Figure 3: Add flat file wizard in Informatica Analyst

Now we need to create a new profile for our data, and we can do this by clicking on new profile on the menu on the right. In the wizard, we select our data file and accept all the default values.
Once the profile has been created we can review the values of the data, the percentage of nulls, and term frequencies in the results panel, as well as being able to analyse the patterns of the data values for every column. We can also view a summary of basic statistics, such as the max value, the min value and the top and bottom values for each column.

Data Quality Series - Profiling with Informatica

Figure 4: Profiling results in Informatica Analyst

In our example we can see several issues in the data of the file. For example, in the image below we can see  that the year is incorrect for some records (we are assuming that the file should contain just the numeric value for the year). In this example, the file should only contain data for 2nd January 2015, so it looks like the file has some invalid records, as there are some records with a different year, and others with a wrong value. This could be due to a bad extraction from the source system, or a wrong delimiter in some rows. In order to measure the quality of the file, we are now going to create some business rules, add them to the data profile, and finally create a visualization.
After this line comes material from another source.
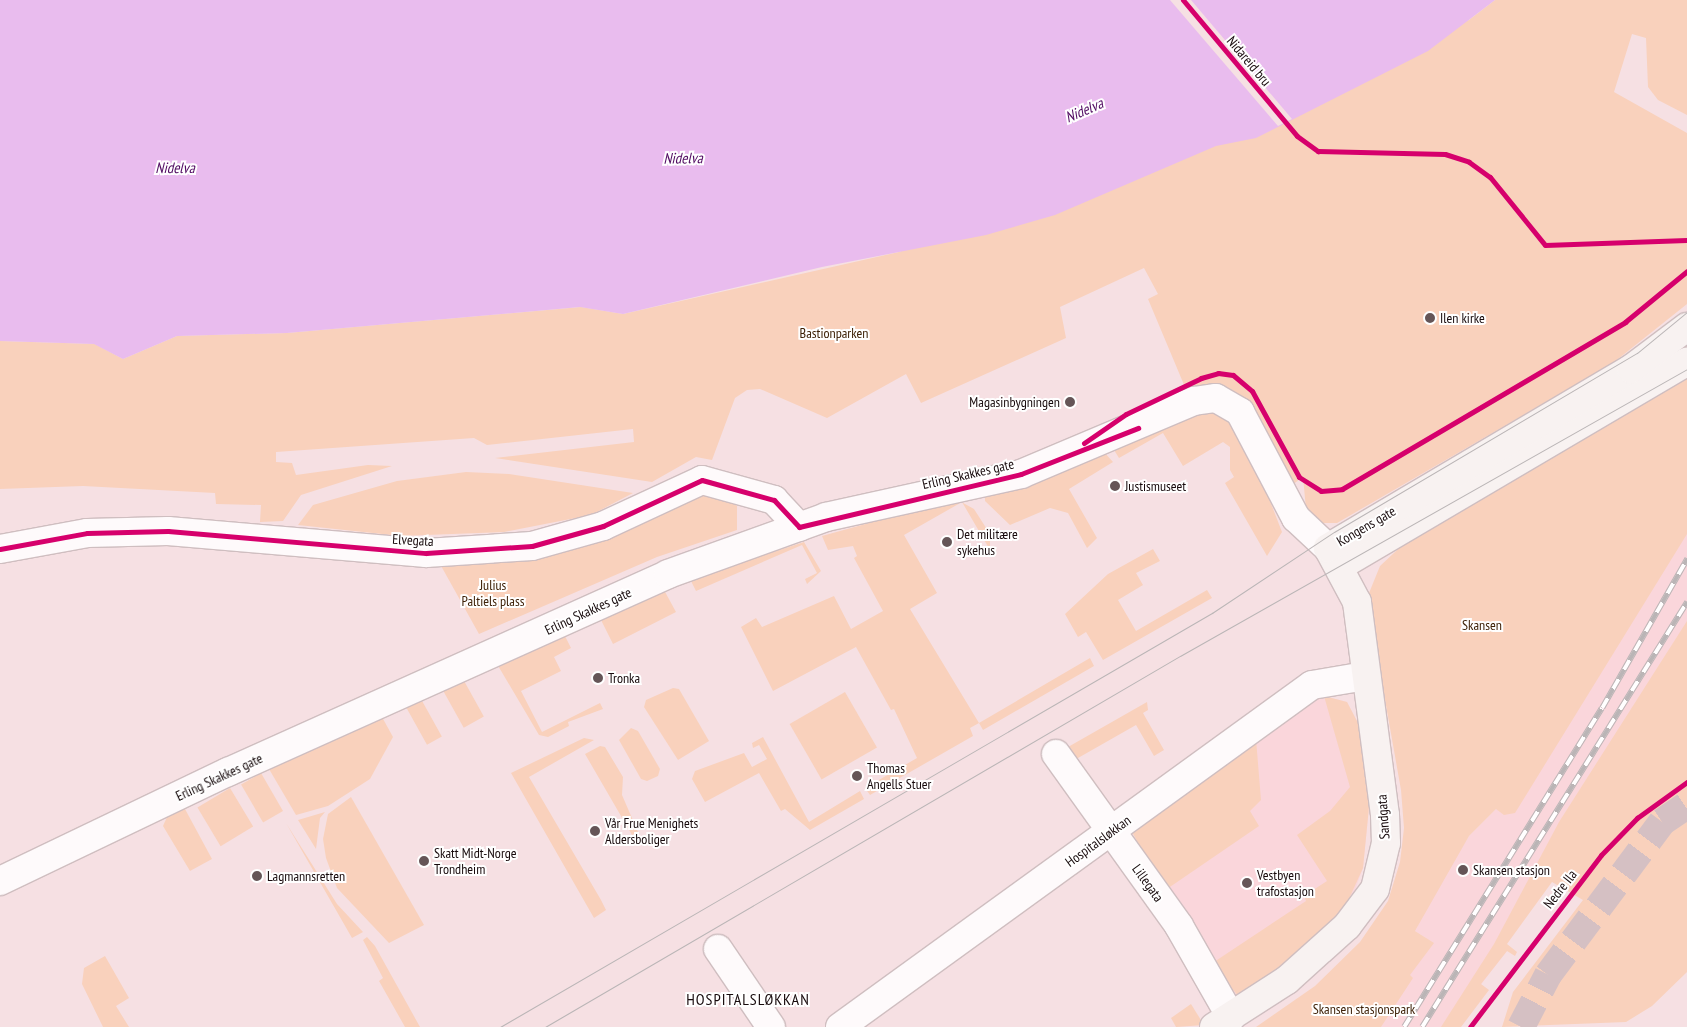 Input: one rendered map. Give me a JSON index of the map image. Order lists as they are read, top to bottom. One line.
{"streets":{"main road":["Kongens gate","Sandgata"],"street":["Erling Skakkes gate","Elvegata","Hospitalsløkkan","Lillegata"],"cycle path":["Nidareid bru","Nedre Ila"]},"crossings":[["Erling Skakkes gate","Kongens gate"],["Erling Skakkes gate","Elvegata"],["Erling Skakkes gate","Sandgata"],["Kongens gate","Sandgata"],["Sandgata","Hospitalsløkkan"],["Sandgata","Lillegata"],["Hospitalsløkkan","Lillegata"]],"districts":["HOSPITALSLØKKAN"],"water":["Nidelva"],"parks":["Bastionparken","Julius Paltiels plass","Skansen","Skansen stasjonspark"],"places":["Ilen kirke","Magasinbygningen","Justismuseet","Det militære sykehus","Tronka","Thomas Angells Stuer","Vår Frue Menighets Aldersboliger","Skatt Midt-Norge Trondheim","Skansen stasjon","Lagmannsretten","Vestbyen trafostasjon"]}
The data analysts from our organization have given us the following business rules:

the year must be 2015 for this file
the day column must always be 1/2/2015
the file should only contain Enabled campaigns

We will create two business rules to validate the year and the day columns, and for the Enabled campaigns we will set up the value Enabled in the campaign_status column as valid.

We can create the business rules in two ways: by using the expression builder in the Analyst tool, or by creating a mapping using the Informatica Developer. To create the business rule directly in the profile we simply click on edit, then on the column profiling rules, and the on the plus sign to add a rule.

Data Quality Series - Profiling with Informatica

Figure 5: Creating rules in Informatica Analyst

Then we select new rule for the year column and enter the expression you can see in the following image. We can save the rule as reusable; this way we will be able to apply exactly the same rule for a different column in the file if necessary.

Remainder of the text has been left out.